SHANGHAI, Jan 23 (SMM) – China's copper smelters and processors consumed some 201,000 mt of copper scrap in December, down 7,800 mt, or 3.76% from November, an SMM research found.
Consumption from both processors and smelters shrank on the month as a smaller price spread between copper scrap and futures reduced downstream purchases.
Domestic smelters consumed some 51% of the overall copper scrap, while processing plants consumsed the remaining 98,400 mt.
Falling prices of copper futures in December accounted for the smaller price gap. In December, the spread fell to a low of 952 yuan/mt from 1,686 yuan/mt at the beginning of the month, as prices of copper futures lost nearly 3,000 yuan/mt that month.
Operating rates across scrap-using rod producers declined 4.04 percentage points from November, to 54.82% in December. These producers consumed some 98,400 mt of copper scrap last month, down 5,500 mt from November.
Consumption of copper scrap in January will dip further as poor orders drive most processors to take breaks, from January 20.
For December, some 102,600 mt of copper scrap was used across smelters, down 2,400 mt on the month. Some smelters raised the proportion of blister copper used in raw materials, at the expense of copper scrap, whose price advantage weakened.

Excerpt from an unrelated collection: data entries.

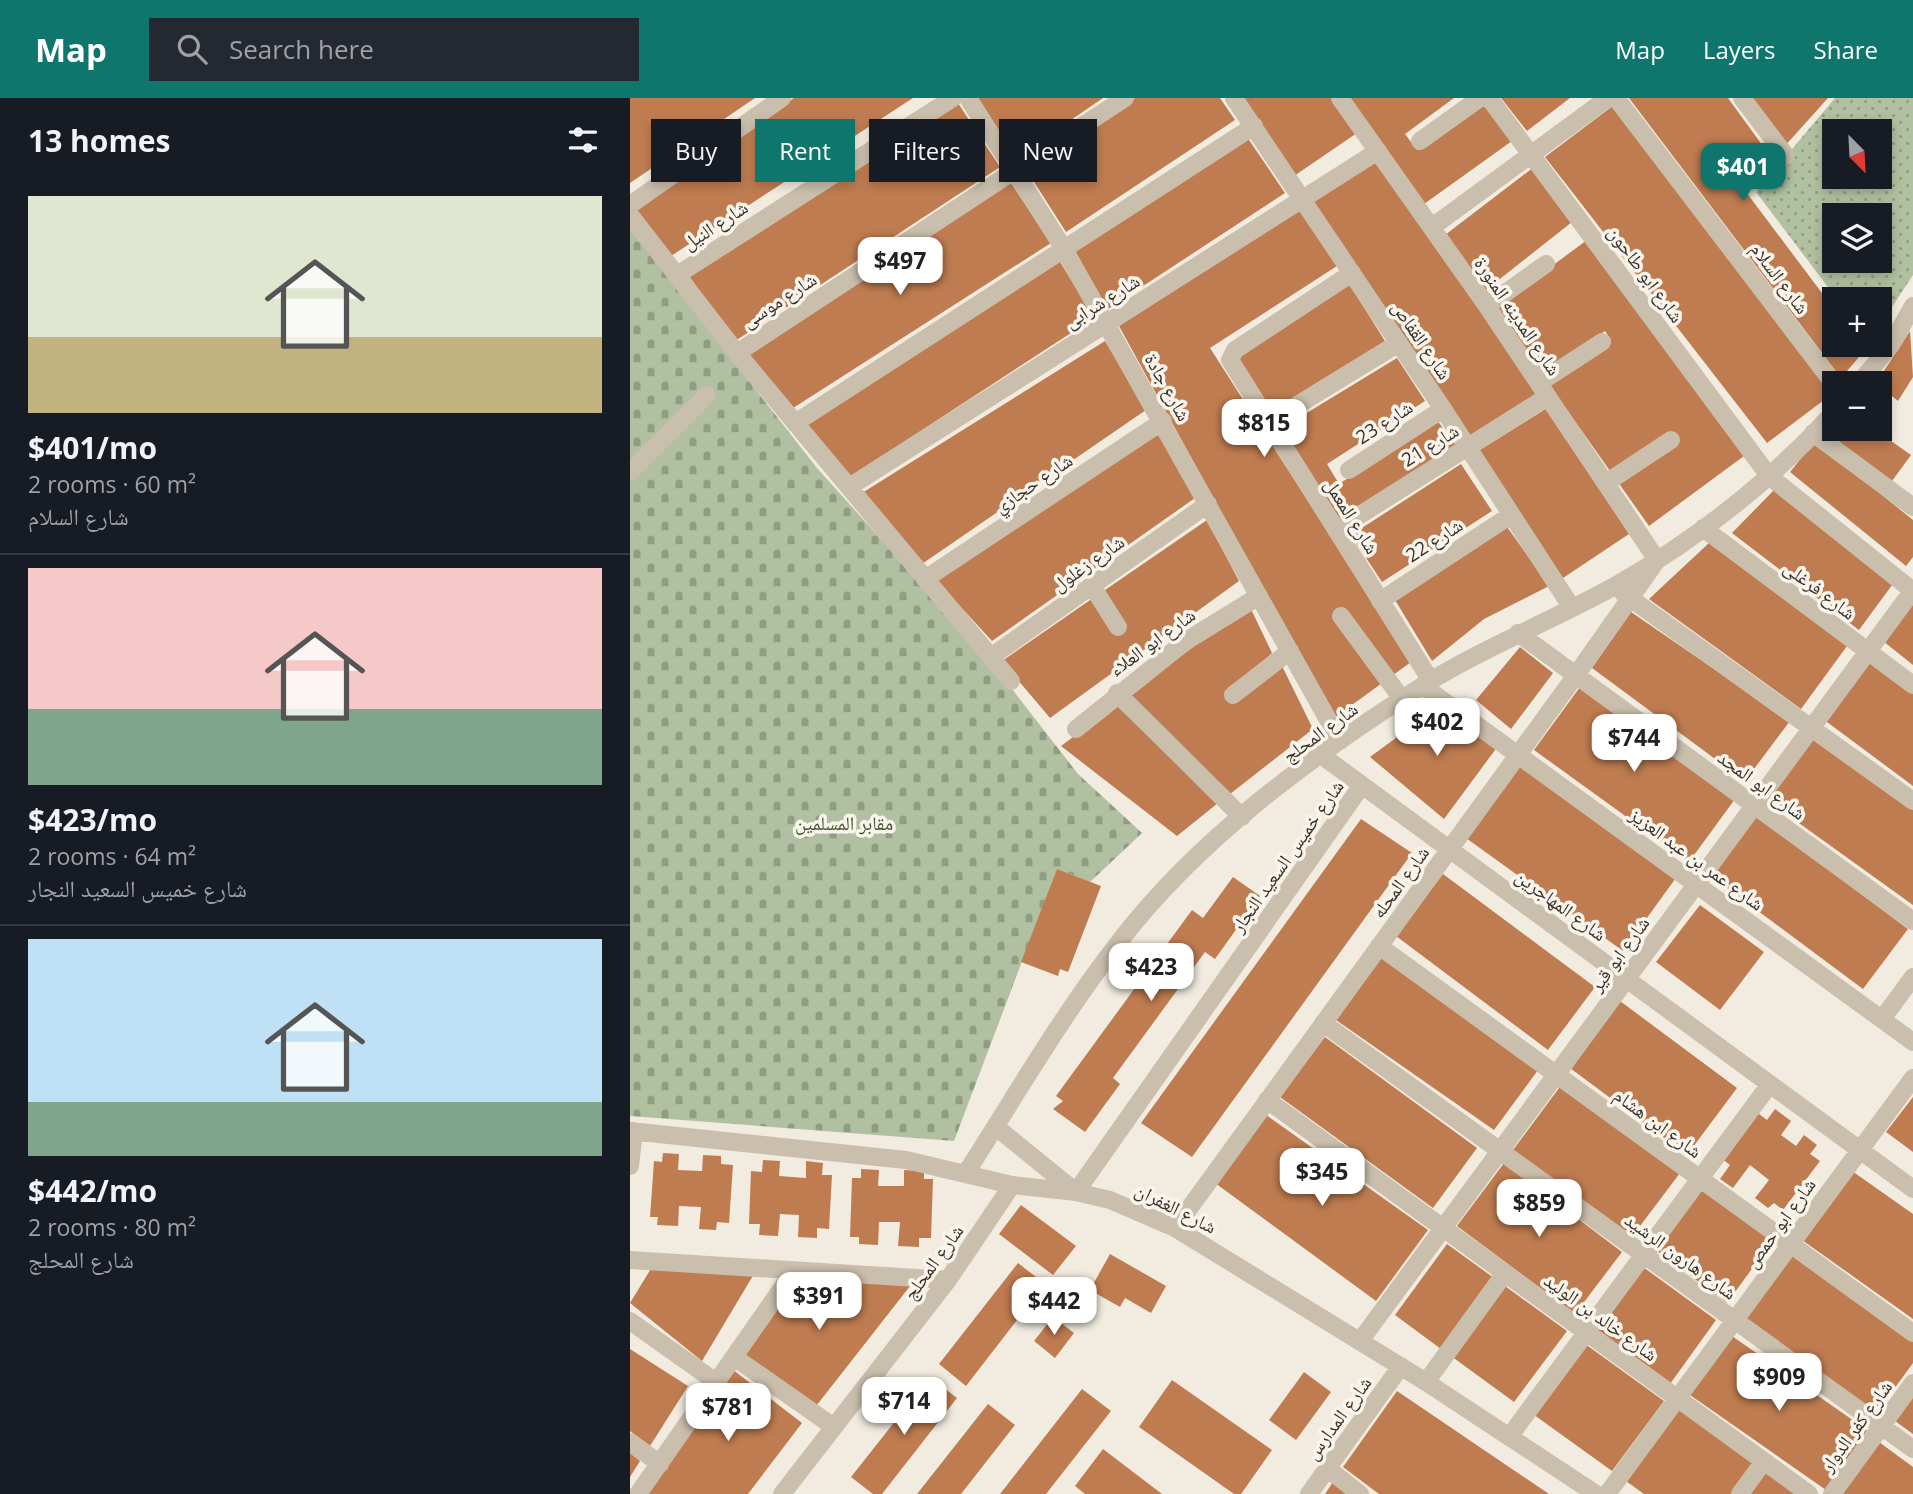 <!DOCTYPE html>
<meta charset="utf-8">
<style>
:root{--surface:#171b24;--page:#242831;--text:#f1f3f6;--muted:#9ea1a6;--line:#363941;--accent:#0f766e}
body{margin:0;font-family:"Open Sans","Noto Naskh Arabic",sans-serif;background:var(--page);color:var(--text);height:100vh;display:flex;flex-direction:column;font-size:26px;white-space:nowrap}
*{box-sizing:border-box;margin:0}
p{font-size:23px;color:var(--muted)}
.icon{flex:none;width:38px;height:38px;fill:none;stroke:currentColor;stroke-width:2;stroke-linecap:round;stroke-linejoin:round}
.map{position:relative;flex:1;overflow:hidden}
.side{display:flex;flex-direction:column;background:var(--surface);width:630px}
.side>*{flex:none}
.top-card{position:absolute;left:21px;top:21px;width:665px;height:63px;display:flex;gap:14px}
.needle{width:46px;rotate:156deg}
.buttons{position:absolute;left:1192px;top:21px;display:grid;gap:14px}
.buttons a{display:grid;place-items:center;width:70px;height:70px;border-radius:0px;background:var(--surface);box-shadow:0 4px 10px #0003;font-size:35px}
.price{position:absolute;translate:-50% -60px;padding:0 16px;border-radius:14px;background:#fff;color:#222;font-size:23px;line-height:46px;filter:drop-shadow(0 2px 4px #0008)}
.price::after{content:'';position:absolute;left:50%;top:42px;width:21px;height:16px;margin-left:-10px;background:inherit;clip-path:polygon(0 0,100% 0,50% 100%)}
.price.current{background:var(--accent);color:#fff}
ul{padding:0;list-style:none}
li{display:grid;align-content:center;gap:14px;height:371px;padding:0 28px}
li+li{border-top:2px solid var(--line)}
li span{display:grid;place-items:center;height:217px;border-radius:0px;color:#555}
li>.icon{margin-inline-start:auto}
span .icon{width:126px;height:126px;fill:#fffc;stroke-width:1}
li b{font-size:30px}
h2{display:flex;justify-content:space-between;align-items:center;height:84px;padding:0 28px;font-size:30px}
.tag{padding:0 24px;border-radius:0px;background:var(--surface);box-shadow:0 4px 10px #0003;font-size:24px;line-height:63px}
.tag.current{background:var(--accent);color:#fff}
header{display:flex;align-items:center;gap:42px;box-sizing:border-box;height:98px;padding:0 35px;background:var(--accent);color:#fff}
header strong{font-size:33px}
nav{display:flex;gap:38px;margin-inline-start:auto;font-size:24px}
.search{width:490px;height:63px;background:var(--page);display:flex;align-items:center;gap:18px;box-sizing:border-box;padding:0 24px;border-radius:0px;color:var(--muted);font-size:26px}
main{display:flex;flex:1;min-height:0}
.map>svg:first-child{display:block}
.grass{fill:url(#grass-dots);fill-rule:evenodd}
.cemetery{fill:url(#cemetery-stones)}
.building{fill:#bf7c50}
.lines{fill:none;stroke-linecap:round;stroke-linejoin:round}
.minor{stroke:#cabeac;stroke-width:18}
.labels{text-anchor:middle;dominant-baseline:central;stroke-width:7;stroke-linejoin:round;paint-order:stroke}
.street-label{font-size:19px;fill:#38312a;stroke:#f9f5ec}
.park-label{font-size:19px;fill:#425530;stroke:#f9f5ec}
</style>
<header>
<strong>Map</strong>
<div class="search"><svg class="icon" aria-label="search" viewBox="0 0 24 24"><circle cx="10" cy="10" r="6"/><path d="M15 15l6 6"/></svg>Search here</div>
<nav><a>Map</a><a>Layers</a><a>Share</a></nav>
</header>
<main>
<section class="side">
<h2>13 homes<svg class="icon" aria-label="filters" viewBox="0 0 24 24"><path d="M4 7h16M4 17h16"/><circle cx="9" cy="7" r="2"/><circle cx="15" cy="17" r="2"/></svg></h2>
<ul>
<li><span style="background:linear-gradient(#dfe7d0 65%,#c2b280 0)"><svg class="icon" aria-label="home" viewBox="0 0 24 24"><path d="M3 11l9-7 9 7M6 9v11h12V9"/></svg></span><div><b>$401/mo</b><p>2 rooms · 60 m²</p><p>شارع السلام</p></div></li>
<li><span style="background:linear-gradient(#f6c9c9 65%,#7fa58c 0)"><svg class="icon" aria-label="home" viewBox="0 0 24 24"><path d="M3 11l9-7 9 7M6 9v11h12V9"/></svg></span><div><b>$423/mo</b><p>2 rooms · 64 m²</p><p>شارع خميس السعيد النجار</p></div></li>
<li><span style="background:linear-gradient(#bfe0f5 75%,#7fa58c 0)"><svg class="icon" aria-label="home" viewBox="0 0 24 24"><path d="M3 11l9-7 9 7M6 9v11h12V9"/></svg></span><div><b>$442/mo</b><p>2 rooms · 80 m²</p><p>شارع المحلج</p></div></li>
</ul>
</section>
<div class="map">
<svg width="1283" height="1396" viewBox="0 0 1283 1396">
<defs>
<pattern id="grass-dots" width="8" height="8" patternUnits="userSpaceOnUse" patternTransform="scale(1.75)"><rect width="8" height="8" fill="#b1c0a0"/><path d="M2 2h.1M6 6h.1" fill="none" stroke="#919d83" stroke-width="1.8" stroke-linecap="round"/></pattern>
<pattern id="cemetery-stones" width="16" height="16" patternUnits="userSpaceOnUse" patternTransform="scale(1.75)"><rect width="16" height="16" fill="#b1c0a0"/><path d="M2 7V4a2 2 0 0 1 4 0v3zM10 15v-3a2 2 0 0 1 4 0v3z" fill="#919d83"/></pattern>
</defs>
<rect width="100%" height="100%" fill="#f2ece0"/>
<!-- grass -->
<path class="grass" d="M1205,0h78v177l-33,50v-26h-43l-81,-107zM1204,33h46v46h-46zM1204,117h46v46h-46z"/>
<!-- cemetery -->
<path class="cemetery" d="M0,131l187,239 170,189 91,117 64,59 -52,49 -33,-13 -103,272 -324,-25z"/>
<!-- building -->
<path class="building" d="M0,0h125l-125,85z
M164,0h119l-242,158 -40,-47z
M346,0h127l-86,59z
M505,0h85l15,22 -169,112 -39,-61z
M607,0h97l23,35 -63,43z
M720,0h104l-49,36 12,16 66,-48 29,39 -88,63z
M871,0h69l-43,33z
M999,0h99l45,62 -27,32 88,117v36h27l4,5 -24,28z
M1115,0h83l-45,50z
M328,5l42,64 -265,174 -46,-65z
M984,7l218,289 -65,49 -222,-286z
M617,39l38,56 -177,116 -34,-58z
M748,62l161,238 -70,43 -160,-238z
M904,69l38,55 -86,68 -41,-55z
M381,85l40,60 -261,167 -44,-57z
M670,112l37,56 -127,82 201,314 -77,56 -215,-392z
M957,142l157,216 -95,70 -99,-140 61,-46 -6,-9 -63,40 -48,-62z
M429,162l35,58 -247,161 -44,-56z
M718,184l37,59 -114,70 -32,-53z
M1280,233l3,46 -15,24 -22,-18z
M475,243l41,69 -227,156 -57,-73z
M767,260l28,43 -98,63 12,20 98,-64 20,27 -116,76 -59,-95z
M917,310l82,126 -69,46 -85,-127z
M1213,331h31l37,26 -19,26 -57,-41z
M527,332l38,68 -203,143 -57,-62z
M1185,343l98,79v37l-7,9 -116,-94z
M831,366l31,47 -110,71 -31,-47z
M1146,390l119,93 -36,49 -127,-97z
M577,422l32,61 -189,137 -48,-57 91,-63 20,36 11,-7 -19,-37z
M875,426l44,62 -65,33 -52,42 -40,-66z
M1079,445l138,103 -46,63 -152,-110z
M1283,504v63l-30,-24z
M619,507l23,48 -46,43 5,7 51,-37 31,63 -83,65 -101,-99z
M1001,514l159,109 -45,60 -153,-113z
M890,549l33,26 -42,56 -35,-29z
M1242,558l41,34v96l-90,-67z
M950,589l155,112 -46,63 -155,-112z
M812,606l56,42 -54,73 -74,-62z
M486,607l102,98 -41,33 -116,-90z
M1183,639l100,73v95l-146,-105z
M892,664l156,113 -55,76 -157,-113z
M1126,718l152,113 -45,60 -152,-113z
M731,721l51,34 -220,304 -51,-34z
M427,771l44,17 -33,86 -8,-3 -2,7 -37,-14z
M813,776l152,113 -47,63 -152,-114z
M603,779l27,19 -45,63 -10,-7 -92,126 7,6 -35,48 -32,-23 10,-8 -7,-5 136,-186 11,8z
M1070,807l64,47 -44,58 -64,-48z
M753,858l158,110 -47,64 -158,-110z
M990,903l117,87 -50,67 -117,-87z
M695,939l152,111 -44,60 -153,-111z
M932,986l118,89 -49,65 -118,-88z
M1283,999v55l-27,-20z
M1145,1011l16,12 -10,14 15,11 8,-11 13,10 -7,9 10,7 -37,49 -9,-7 -6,5 -13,-10 14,-18 -19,-15 -17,23 -13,-9 10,-14 -9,-7 34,-47 12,9z
M636,1017l162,115 -52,71 -161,-118z
M33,1055l16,1 -1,16 24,1 1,-16 18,1v8l12,1 -4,58 -12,-1 -1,8 -17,-1 2,-22 -22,-1 -1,20 -21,-1 1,-8h-8l4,-56 8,1z
M133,1062l17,1 -1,15 27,2v-17l17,2 -1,12h10l-3,54 -12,-1v10l-19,-1 1,-22 -19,-1 -2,22 -19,-1 1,-11h-11l2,-53 11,1z
M874,1065l118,89 -47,62 -118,-88z
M231,1071l18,1 -1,16h26v-16l20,1v8h9l-2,59h-12v9l-21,-1 2,-24h-21l-1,23 -19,-1v-7h-9l2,-59h9z
M1222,1073l61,43v105l-111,-79z
M1073,1090l70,52 -46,63 -70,-52z
M391,1107l55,41 -23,29 -54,-41z
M817,1146l47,34 -53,71 -46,-34z
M1162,1154l121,88v23l-38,52 -133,-96z
M480,1156l56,32 -15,27 -26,-15 -5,9 -30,-17z
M388,1165l27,21 -79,102 -27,-22z
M22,1169l102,7 -52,87 -72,-58z
M1013,1169l73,53 -46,64 -73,-54z
M164,1178l120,5 -101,129 -75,-52z
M875,1188l62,45 -53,71 -63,-46z
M423,1219l21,16 -19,25 -21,-17z
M1102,1238l135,94 -41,60 -136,-95z
M951,1243l83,60 -52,70 -82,-59z
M0,1251l58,37 -38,60 -20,-15z
M102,1271l70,54 -54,71h-105z
M674,1274l27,20 -35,48 -27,-20z
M300,1279l27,21 -75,96h-9l-22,-17z
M542,1282l100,70 -31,44h-7l-95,-67z
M452,1291l29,22 -65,83h-46z
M767,1293l152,103h-170l-36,-27z
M1283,1298v38l-18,-13z
M358,1306l27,21 -54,69h-44z
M1049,1310l76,54 -23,32h-88l-18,-13z
M1249,1344l34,25v27h-72z
M473,1351l59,45h-77l-10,-8z
M0,1355l10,8 -10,16z
M1136,1372l33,24h-51z
M703,1384l16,12h-24z"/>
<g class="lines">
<!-- minor -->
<path class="minor" d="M338,0l96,151 276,492
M604,0l209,311 129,199
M859,0l280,378 144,115
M986,0l218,286
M1112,0l44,58
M790,43l60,-43
M0,107l152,-107
M0,117l107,138 274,328
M802,129l176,-129
M722,175l-117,77 -5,10 201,321
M47,177l276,-177
M857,208l59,-42
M107,255l388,-255
M909,285l63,-41
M1229,285l32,-38 22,-39
M165,325l459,-297
M638,325l131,-80
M1183,335l100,74
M719,372l94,-61
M0,374l77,-77
M976,385l65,-43
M219,389l529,-336
M1073,430l210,157
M706,432l211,-133
M295,481l238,-158
M462,488l26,41
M993,495l290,208
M750,503l131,-86
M711,518l61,83
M888,535l395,288
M362,558l216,-152
M793,588l490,356
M487,595l125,124
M603,597l57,-44
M446,631l110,-88 73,-45
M691,657l592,434
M749,848l534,387
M1252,921l31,-42
M693,925l590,426
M637,1002l542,394
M366,1029l80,65 286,-407
M0,1033l276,29 106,25 64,7 34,8 65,28 251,154 170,112
M0,1068l4,-35
M336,1075c50,-78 96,-158 153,-231 79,-103 191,-185 300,-254 62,-39 130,-66 194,-101 81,-46 158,-106 221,-175
M545,1130l401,-553 81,-115 -170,-254 -147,-208
M0,1162l318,20
M0,1223l86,61
M730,1243l553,-751
M104,1259l100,70
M796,1284l79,-109
M879,1339l261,-353
M0,1344l30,22
M697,1370l33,26
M8,1396l156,-223
M152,1396l166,-214 64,-95
M679,1396l92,-128
M977,1396l306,-416
M1110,1396l24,-33
M1202,1396l81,-111"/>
</g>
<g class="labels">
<!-- street labels -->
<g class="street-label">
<text transform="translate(85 127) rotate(-33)">شارع النيل</text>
<text transform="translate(1016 176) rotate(54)">شارع ابو طاحون</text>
<text transform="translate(1150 180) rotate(53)">شارع السلام</text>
<text transform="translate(149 202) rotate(-33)">شارع موسى</text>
<text transform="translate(472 203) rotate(-32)">شارع شرابى</text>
<text transform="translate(888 218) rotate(56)">شارع المدينه المنورة</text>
<text transform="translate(792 242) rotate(56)">شارع القفاص</text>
<text transform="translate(538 289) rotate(61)">شارع جادة</text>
<text transform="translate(754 324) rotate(-33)">شارع 23</text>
<text transform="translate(800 347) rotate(-32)">شارع 21</text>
<text transform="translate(403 385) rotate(-34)">شارع حجازي</text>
<text transform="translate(722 418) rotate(58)">شارع المعمل</text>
<text transform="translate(804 442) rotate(-33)">شارع 22</text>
<text transform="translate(458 465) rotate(-35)">شارع زغلول</text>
<text transform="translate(1190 492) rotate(37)">شارع فرغلى</text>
<text transform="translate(522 544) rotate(-36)">شارع ابو العلاء</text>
<text transform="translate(690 634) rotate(-36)">شارع المحلج</text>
<text transform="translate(1132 687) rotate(36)">شارع ابو المجد</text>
<text transform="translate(657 758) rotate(-55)">شارع خميس السعيد النجار</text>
<text transform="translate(1067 761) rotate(36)">شارع عمر بن عبد العزيز</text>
<text transform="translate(770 784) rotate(-54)">شارع المحله</text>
<text transform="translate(931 807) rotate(36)">شارع المهاجرين</text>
<text transform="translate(989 856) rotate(-54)">شارع ابو قير</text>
<text transform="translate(1028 1025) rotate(36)">شارع ابن هشام</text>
<text transform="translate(546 1110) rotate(27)">شارع الغفران</text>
<text transform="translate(1150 1125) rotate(-54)">شارع ابو حمص</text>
<text transform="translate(1051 1158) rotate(36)">شارع هارون الرشيد</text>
<text transform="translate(303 1164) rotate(-54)">شارع المحلج</text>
<text transform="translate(971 1219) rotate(36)">شارع خالد بن الوليد</text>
<text transform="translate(708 1320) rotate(-54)">شارع المدارس</text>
<text transform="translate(1226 1328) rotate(-54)">شارع كفر الدوار</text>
</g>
<!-- park labels -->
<g class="park-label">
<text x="214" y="725">مقابر المسلمين</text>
</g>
</g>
</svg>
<div class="buttons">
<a><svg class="needle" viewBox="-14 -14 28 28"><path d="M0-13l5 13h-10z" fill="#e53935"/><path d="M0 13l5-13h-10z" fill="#9ea1a6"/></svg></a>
<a><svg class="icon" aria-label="layers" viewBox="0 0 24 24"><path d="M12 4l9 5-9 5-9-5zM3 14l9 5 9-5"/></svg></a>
<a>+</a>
<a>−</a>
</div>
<b class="price current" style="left:1113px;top:105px">$401</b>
<b class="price" style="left:270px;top:199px">$497</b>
<b class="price" style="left:634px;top:361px">$815</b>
<b class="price" style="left:807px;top:660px">$402</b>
<b class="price" style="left:1004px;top:676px">$744</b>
<b class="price" style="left:521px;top:905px">$423</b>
<b class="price" style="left:692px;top:1110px">$345</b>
<b class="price" style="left:909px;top:1141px">$859</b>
<b class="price" style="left:189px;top:1234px">$391</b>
<b class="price" style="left:424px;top:1239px">$442</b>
<b class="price" style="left:1149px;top:1315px">$909</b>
<b class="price" style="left:274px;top:1339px">$714</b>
<b class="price" style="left:98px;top:1345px">$781</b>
<div class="top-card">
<a class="tag">Buy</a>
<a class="tag current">Rent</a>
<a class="tag">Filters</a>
<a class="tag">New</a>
</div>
</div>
</main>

Offers of refining charges for blister copper held stable in December and dipped at the end of the month, to 1,450-1,650 yuan/mt.
In 2018, the greater impact of environmental inspections shuttered small processors and smelters with copper scrap as raw materials. Environmental factors also affected domestic copper scrap supplies as unqualified scrap disassembling plants, especially in Guangdong province, were ordered to close.
Last year, overall copper scrap imports in Cu content rwree minimally affected by restrictions on the import of Category Seven copper. While the curbs lowered copper scrap imports by over 30% in physical content from 2017, imports in copper equivalent fell 50,000 mt.
In December, imported copper scrap accounted for 52.6% of overall consumption, while domestic copper scrap accounted for 47.4%, according to SMM research.
SMM maintains a bearish outlook on copper scrap consumption in 2019 as environmental curbs continue to exert pressure. A stricter import policy and downward room in copper prices will also weigh on consumption.
Customs data released on Wednesday January 23 showed that China imported some 250,000 mt of copper scrap in December, down 6.3% from December 2017. This lowered overall imports of copper scrap in 2018 by 32.2% from 2017, to 2.41 million mt.